TASK PROMPT:
Where a line below holds the string "stream", that line goes into the answer.

Dataset items:
--------------------
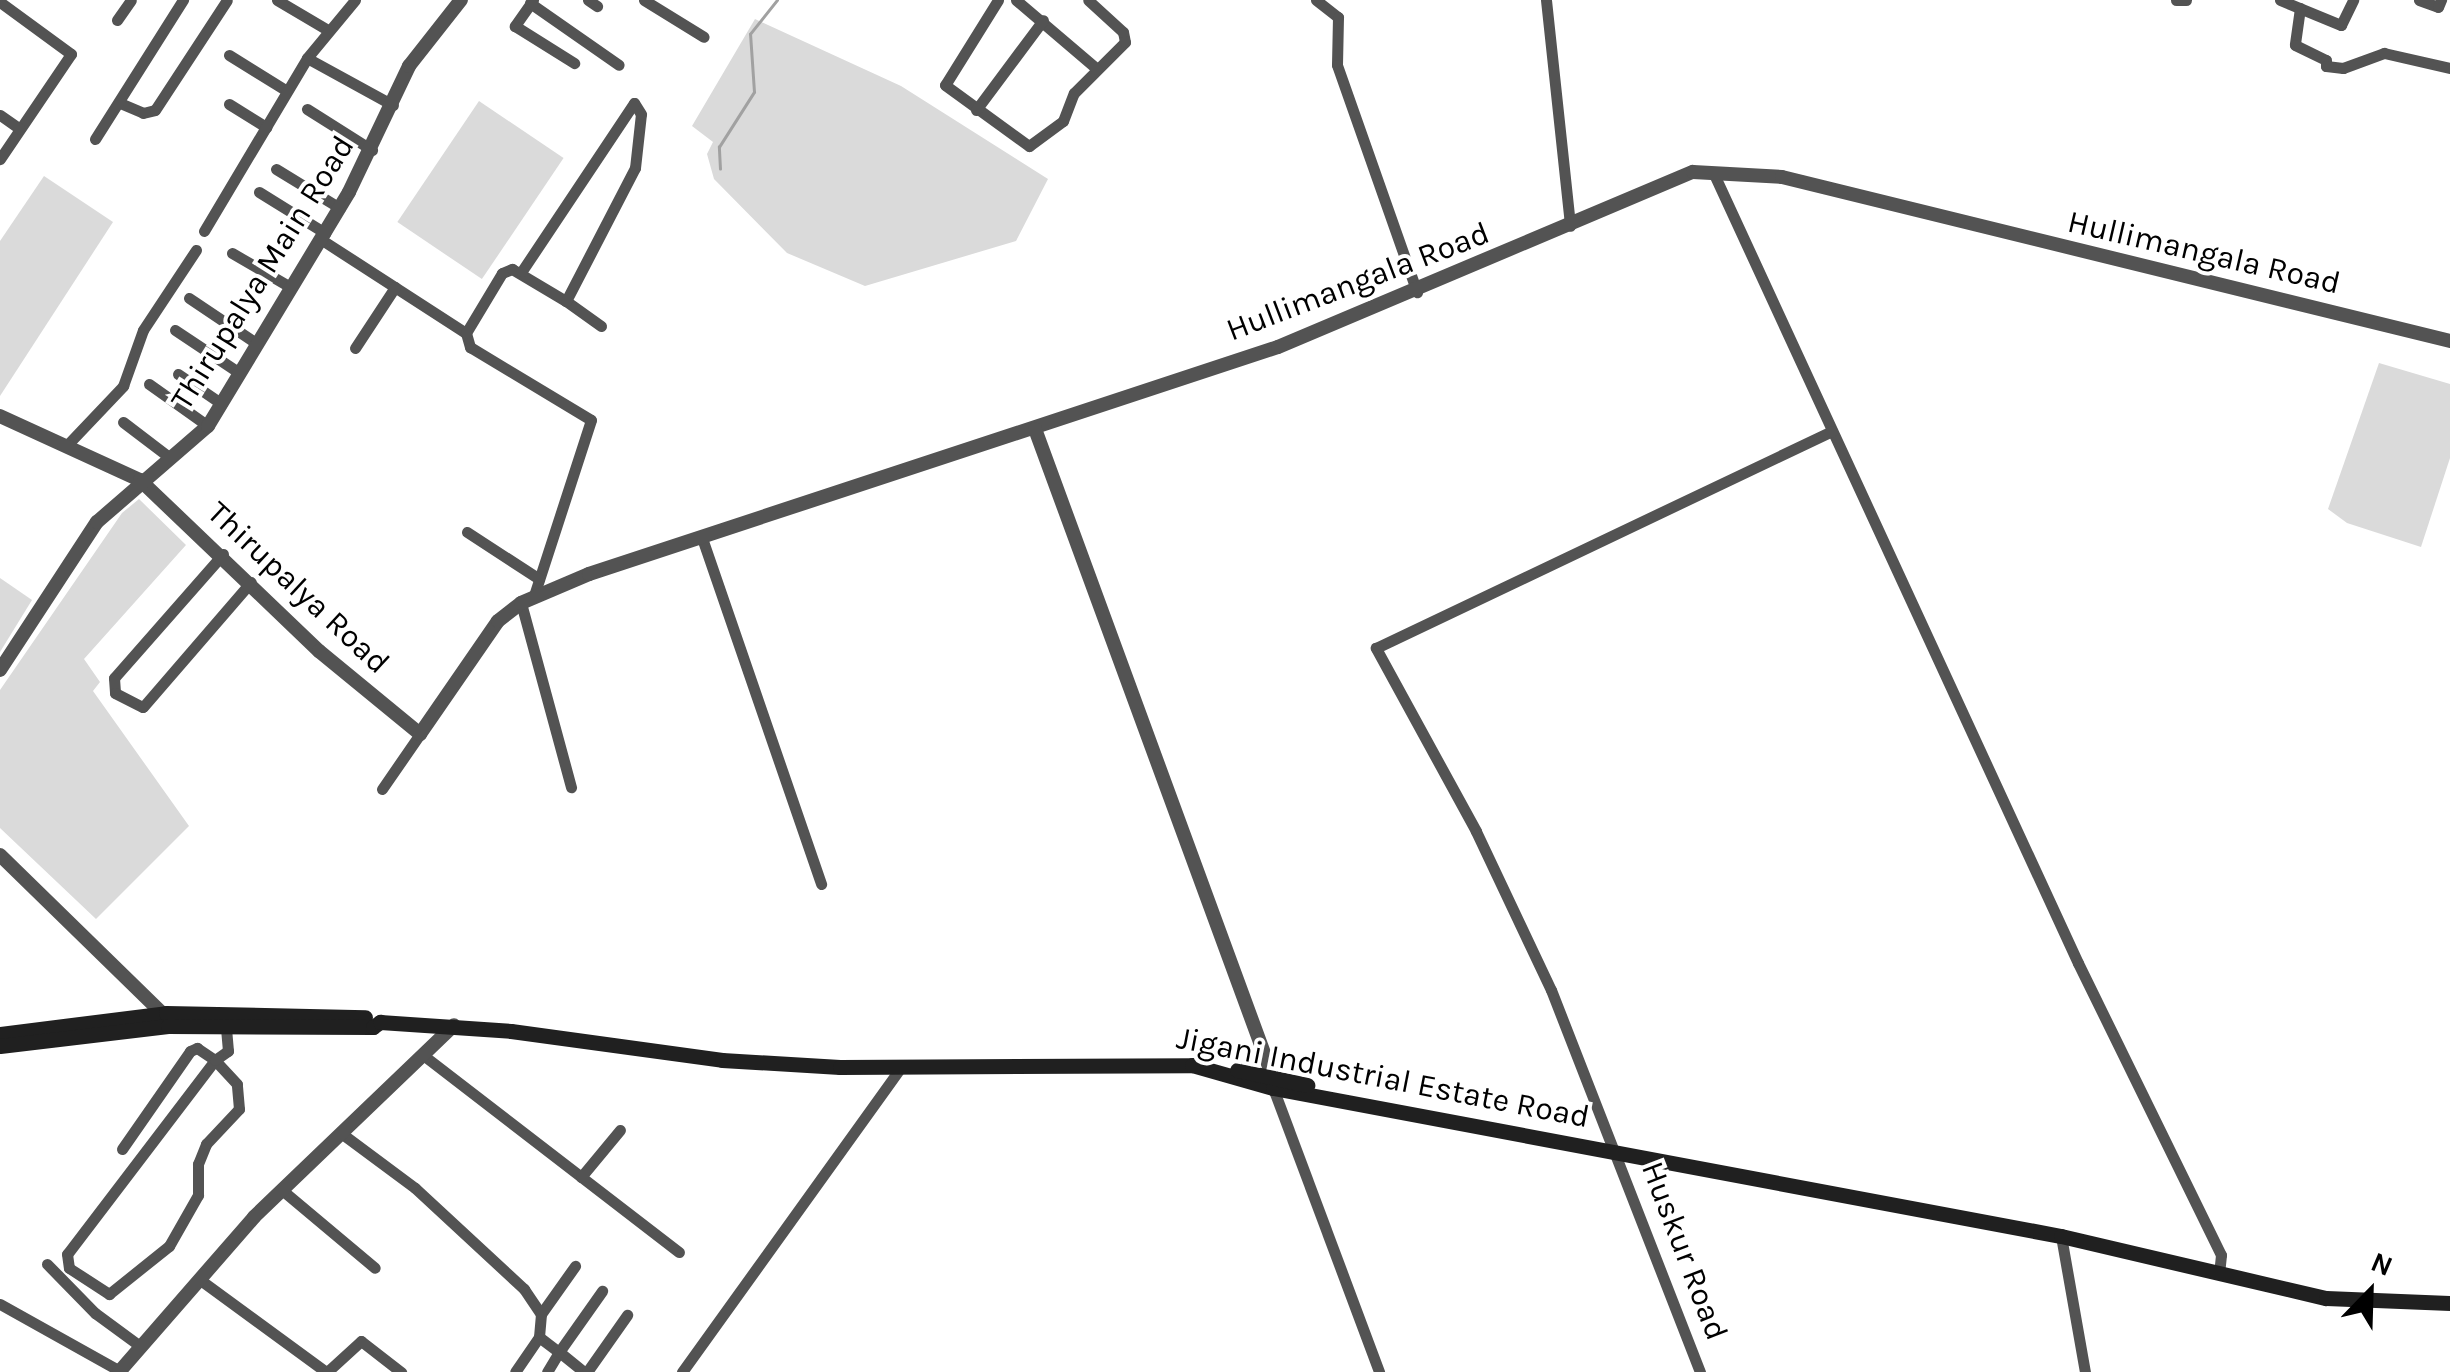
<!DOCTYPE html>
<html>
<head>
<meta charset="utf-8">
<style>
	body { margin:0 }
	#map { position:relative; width:2450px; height:1372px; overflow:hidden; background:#fff; font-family:Karla,sans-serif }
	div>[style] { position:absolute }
	.green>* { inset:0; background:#dadada; transform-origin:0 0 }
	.stream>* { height:2.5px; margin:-1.25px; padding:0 1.25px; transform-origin:1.25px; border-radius:1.25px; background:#a1a1a1 }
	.minor>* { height:11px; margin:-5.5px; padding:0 5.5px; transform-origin:5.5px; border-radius:5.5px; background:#535353 }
	.tertiary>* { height:14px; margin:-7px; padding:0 7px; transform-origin:7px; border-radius:7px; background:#535353 }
	.secondary>* { height:15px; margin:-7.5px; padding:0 7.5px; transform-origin:7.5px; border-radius:7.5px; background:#202020 }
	span { translate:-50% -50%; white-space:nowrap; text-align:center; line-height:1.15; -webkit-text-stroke:8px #fff; paint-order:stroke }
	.street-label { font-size:32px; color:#000 }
	.north { position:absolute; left:2320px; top:1242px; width:100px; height:100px; -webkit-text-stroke:8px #fff; paint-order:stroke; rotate:23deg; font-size:28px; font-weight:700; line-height:40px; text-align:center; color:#000 }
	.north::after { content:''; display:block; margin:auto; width:35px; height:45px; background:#000; clip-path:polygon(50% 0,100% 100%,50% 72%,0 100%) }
</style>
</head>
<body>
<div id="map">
	<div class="green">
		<div style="clip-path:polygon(755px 19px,901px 86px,1048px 179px,1016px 241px,865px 286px,787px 253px,714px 179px,707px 154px,713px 142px,692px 126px)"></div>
		<div style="left:479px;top:101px;width:102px;height:146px;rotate:34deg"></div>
		<div style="clip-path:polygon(44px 176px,113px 222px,0 396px,0 241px)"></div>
		<div style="clip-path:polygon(2379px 363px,2450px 384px,2450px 458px,2421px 547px,2347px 523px,2328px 509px)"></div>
		<div style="clip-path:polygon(139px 499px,186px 545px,84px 659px,100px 682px,93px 691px,189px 826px,96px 919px,0 828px,0 690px,122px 513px)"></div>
		<div style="clip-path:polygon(0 578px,32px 600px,0 652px)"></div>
	</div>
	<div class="stream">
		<div style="left:720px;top:169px;width:22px;rotate:-93deg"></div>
		<div style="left:719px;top:147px;width:65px;rotate:-57.5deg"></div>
		<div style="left:754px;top:92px;width:58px;rotate:-93.9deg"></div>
		<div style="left:750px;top:34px;width:43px;rotate:-51.5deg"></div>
	</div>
	<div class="minor">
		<div style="left:277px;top:0;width:57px;rotate:30.6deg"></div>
		<div style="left:355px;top:0;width:75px;rotate:129.6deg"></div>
		<div style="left:307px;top:58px;width:98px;rotate:28.7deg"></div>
		<div style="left:533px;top:0;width:32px;rotate:125deg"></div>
		<div style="left:515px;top:26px;width:70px;rotate:32.1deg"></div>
		<div style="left:588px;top:0;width:11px;rotate:34deg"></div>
		<div style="left:644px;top:0;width:70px;rotate:31.7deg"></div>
		<div style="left:998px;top:0;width:100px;rotate:121.9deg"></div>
		<div style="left:945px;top:85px;width:104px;rotate:36deg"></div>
		<div style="left:1029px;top:146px;width:42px;rotate:-36.3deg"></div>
		<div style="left:1063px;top:121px;width:30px;rotate:-69deg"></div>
		<div style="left:1074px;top:93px;width:72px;rotate:-45deg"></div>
		<div style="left:1125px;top:42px;width:10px;rotate:-101deg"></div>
		<div style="left:1123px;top:32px;width:47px;rotate:-137.6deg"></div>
		<div style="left:1016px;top:0;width:106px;rotate:40.4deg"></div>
		<div style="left:1316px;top:0;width:28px;rotate:38deg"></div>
		<div style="left:1338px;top:17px;width:48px;rotate:91.2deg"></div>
		<div style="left:1337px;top:65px;width:241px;rotate:70.6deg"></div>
		<div style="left:1546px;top:0;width:227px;rotate:83.9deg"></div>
		<div style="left:2176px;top:0;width:10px"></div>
		<div style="left:2280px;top:0;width:66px;rotate:22.3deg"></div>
		<div style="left:2341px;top:25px;width:28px;rotate:-64deg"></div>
		<div style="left:2419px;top:0;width:20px;rotate:20deg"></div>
		<div style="left:2438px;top:7px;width:8px;rotate:-67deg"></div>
		<div style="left:0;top:2px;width:88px;rotate:36.2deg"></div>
		<div style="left:71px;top:54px;width:127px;rotate:124.1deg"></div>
		<div style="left:530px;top:3px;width:108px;rotate:34.9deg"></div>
		<div style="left:2300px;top:8px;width:37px;rotate:98deg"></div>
		<div style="left:2295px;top:45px;width:34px;rotate:26deg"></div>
		<div style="left:2326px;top:60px;width:6px;rotate:90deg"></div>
		<div style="left:2326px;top:66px;width:17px;rotate:7deg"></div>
		<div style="left:2343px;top:68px;width:44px;rotate:-20.1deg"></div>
		<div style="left:2384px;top:53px;width:68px;rotate:12.8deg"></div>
		<div style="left:117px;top:20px;width:24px;rotate:-55deg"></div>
		<div style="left:229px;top:55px;width:68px;rotate:31.8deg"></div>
		<div style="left:120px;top:103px;width:25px;rotate:23deg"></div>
		<div style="left:143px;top:113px;width:12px;rotate:-14deg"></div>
		<div style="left:155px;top:110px;width:131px;rotate:-56.8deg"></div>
		<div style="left:229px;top:104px;width:44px;rotate:31.9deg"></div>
		<div style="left:307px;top:109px;width:77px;rotate:32.2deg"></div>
		<div style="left:976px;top:110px;width:112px;rotate:-53.3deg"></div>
		<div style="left:0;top:115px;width:24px;rotate:35deg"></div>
		<div style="left:95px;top:139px;width:165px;rotate:-57.7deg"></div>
		<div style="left:276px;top:169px;width:75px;rotate:31.4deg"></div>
		<div style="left:1713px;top:172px;width:871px;rotate:65.23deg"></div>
		<div style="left:2078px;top:963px;width:325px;rotate:63.9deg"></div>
		<div style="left:2221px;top:1255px;width:19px;rotate:96deg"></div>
		<div style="left:259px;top:192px;width:78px;rotate:31.8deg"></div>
		<div style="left:204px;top:231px;width:201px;rotate:-59.2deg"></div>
		<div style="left:322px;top:240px;width:171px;rotate:32.9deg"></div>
		<div style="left:466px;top:333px;width:15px;rotate:74deg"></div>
		<div style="left:470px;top:347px;width:141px;rotate:31.1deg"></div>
		<div style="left:591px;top:420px;width:187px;rotate:108deg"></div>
		<div style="left:232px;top:253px;width:69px;rotate:30.3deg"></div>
		<div style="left:189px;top:298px;width:81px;rotate:33.9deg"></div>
		<div style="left:566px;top:301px;width:43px;rotate:35.5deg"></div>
		<div style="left:175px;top:330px;width:76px;rotate:33.7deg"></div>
		<div style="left:466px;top:333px;width:70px;rotate:-59deg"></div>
		<div style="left:502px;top:273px;width:11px;rotate:-22deg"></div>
		<div style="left:512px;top:269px;width:63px;rotate:30.7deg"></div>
		<div style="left:566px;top:301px;width:150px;rotate:-62.6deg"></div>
		<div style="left:635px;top:168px;width:54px;rotate:-83.7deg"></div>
		<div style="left:641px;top:114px;width:13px;rotate:-122deg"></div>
		<div style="left:634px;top:103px;width:202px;rotate:123.7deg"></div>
		<div style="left:355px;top:348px;width:73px;rotate:-56.7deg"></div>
		<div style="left:178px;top:374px;width:53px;rotate:34.3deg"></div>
		<div style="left:149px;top:384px;width:72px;rotate:35.4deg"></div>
		<div style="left:123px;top:422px;width:58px;rotate:37.3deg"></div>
		<div style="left:69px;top:443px;width:79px;rotate:-46.5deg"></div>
		<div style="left:123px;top:386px;width:59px;rotate:-70.3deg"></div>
		<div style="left:143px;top:330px;width:96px;rotate:-56.5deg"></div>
		<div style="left:467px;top:532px;width:86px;rotate:33.1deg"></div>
		<div style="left:702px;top:538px;width:366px;rotate:71deg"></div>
		<div style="left:223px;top:554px;width:165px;rotate:131.3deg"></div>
		<div style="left:114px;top:678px;width:15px;rotate:86deg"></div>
		<div style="left:115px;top:693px;width:31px;rotate:27deg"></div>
		<div style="left:143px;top:707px;width:165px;rotate:-49.2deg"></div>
		<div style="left:521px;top:603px;width:191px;rotate:74.8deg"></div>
		<div style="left:382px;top:789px;width:67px;rotate:-55.4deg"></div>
		<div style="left:423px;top:1055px;width:323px;rotate:37.6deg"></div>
		<div style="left:1273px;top:1088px;width:303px;rotate:69.5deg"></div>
		<div style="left:341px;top:1133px;width:92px;rotate:36.6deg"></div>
		<div style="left:415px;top:1188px;width:149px;rotate:42.8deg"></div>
		<div style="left:524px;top:1289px;width:30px;rotate:56deg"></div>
		<div style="left:541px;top:1314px;width:23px;rotate:95deg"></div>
		<div style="left:539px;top:1337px;width:42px;rotate:124.4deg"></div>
		<div style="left:122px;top:1149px;width:119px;rotate:-55.2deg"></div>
		<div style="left:190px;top:1051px;width:8px;rotate:-23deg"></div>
		<div style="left:197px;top:1048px;width:22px;rotate:34deg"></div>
		<div style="left:215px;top:1060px;width:244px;rotate:127.3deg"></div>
		<div style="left:67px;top:1254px;width:14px;rotate:82deg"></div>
		<div style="left:69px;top:1268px;width:48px;rotate:33deg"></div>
		<div style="left:109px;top:1294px;width:77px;rotate:-38.7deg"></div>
		<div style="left:169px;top:1246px;width:59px;rotate:-60.4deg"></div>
		<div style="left:198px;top:1195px;width:31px;rotate:-90deg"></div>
		<div style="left:198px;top:1164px;width:22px;rotate:-68deg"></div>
		<div style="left:206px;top:1144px;width:48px;rotate:-46.7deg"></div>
		<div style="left:239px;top:1109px;width:25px;rotate:-95deg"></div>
		<div style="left:237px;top:1084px;width:33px;rotate:-133deg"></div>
		<div style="left:215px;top:1060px;width:16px;rotate:-35deg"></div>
		<div style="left:228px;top:1051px;width:24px;rotate:-95deg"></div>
		<div style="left:581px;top:1177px;width:61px;rotate:-50.3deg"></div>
		<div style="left:282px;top:1190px;width:121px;rotate:40deg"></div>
		<div style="left:2061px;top:1236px;width:138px;rotate:80deg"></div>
		<div style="left:47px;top:1264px;width:69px;rotate:45.6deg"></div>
		<div style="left:95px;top:1313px;width:56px;rotate:36.3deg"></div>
		<div style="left:199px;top:1279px;width:157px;rotate:36.2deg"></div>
		<div style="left:0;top:1304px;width:137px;rotate:29.2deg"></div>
		<div style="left:541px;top:1314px;width:59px;rotate:-54.7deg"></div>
		<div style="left:539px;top:1337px;width:25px;rotate:37deg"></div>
		<div style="left:559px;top:1352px;width:23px;rotate:121deg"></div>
		<div style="left:327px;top:1372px;width:46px;rotate:-42.4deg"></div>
		<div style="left:361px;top:1341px;width:51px;rotate:37.8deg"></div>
		<div style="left:584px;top:1372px;width:32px;rotate:-141deg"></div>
		<div style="left:559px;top:1352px;width:75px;rotate:-54.8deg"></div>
		<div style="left:587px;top:1372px;width:70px;rotate:-54.9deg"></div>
		<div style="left:682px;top:1372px;width:372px;rotate:-54.3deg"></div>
		<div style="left:1700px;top:1372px;width:410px;rotate:-111.3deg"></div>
		<div style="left:1551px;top:990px;width:176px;rotate:-115.3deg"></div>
		<div style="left:1476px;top:831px;width:209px;rotate:-118.7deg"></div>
		<div style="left:1376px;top:648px;width:505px;rotate:-25.45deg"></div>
	</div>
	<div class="tertiary">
		<div style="left:0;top:416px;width:154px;rotate:24.6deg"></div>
		<div style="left:140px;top:480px;width:248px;rotate:43.7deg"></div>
		<div style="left:319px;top:651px;width:131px;rotate:39.4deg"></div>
		<div style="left:420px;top:734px;width:137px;rotate:-55.4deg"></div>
		<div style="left:498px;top:621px;width:29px;rotate:-38deg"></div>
		<div style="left:521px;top:603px;width:74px;rotate:-23.1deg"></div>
		<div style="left:589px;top:574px;width:725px;rotate:-18.24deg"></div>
		<div style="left:1278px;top:347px;width:450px;rotate:-22.9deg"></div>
		<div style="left:1693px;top:172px;width:89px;rotate:3.2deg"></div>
		<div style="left:1782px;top:177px;width:688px;rotate:13.79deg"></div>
		<div style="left:1035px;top:429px;width:688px;rotate:69.85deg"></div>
		<div style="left:0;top:670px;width:177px;rotate:-56.8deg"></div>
		<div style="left:97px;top:522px;width:147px;rotate:-40.9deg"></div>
		<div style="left:208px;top:426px;width:273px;rotate:-58.9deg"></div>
		<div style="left:349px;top:192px;width:140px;rotate:-64.5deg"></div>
		<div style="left:409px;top:66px;width:84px;rotate:-51.8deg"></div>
		<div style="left:0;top:855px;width:233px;rotate:44.3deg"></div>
		<div style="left:119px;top:1372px;width:206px;rotate:-48.9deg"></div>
		<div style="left:254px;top:1217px;width:277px;rotate:-43.8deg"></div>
	</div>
	<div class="secondary">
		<div style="left:0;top:1034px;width:167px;rotate:-7.2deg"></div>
		<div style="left:166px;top:1013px;width:199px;rotate:1.2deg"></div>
		<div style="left:0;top:1046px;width:169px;rotate:-6.8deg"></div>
		<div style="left:168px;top:1026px;width:205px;rotate:0.3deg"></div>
		<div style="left:373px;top:1027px;width:9px;rotate:-36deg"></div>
		<div style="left:380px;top:1022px;width:131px;rotate:3.9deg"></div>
		<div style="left:511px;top:1031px;width:213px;rotate:7.8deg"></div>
		<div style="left:722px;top:1060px;width:118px;rotate:3.4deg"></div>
		<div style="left:840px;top:1067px;width:352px;rotate:-0.3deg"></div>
		<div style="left:1192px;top:1065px;width:84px;rotate:15.9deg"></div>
		<div style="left:1273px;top:1088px;width:802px;rotate:10.64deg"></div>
		<div style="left:2061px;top:1236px;width:272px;rotate:13.2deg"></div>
		<div style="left:2326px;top:1298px;width:124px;rotate:2.3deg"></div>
		<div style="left:1237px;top:1070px;width:72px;rotate:12.1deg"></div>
	</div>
	<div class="street-label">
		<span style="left:2204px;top:253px;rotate:13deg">Hullimangala Road</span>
		<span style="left:263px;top:273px;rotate:-58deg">Thirupalya Main Road</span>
		<span style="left:1358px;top:282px;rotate:-21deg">Hullimangala Road</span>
		<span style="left:298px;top:588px;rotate:43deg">Thirupalya Road</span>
		<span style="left:1383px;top:1078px;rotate:11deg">Jigani Industrial Estate Road</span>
		<span style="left:1684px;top:1251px;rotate:69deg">Huskur Road</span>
	</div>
	<div class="north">N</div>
</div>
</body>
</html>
--------------------
OUTPUT:
	.stream>* { height:2.5px; margin:-1.25px; padding:0 1.25px; transform-origin:1.25px; border-radius:1.25px; background:#a1a1a1 }
	<div class="stream">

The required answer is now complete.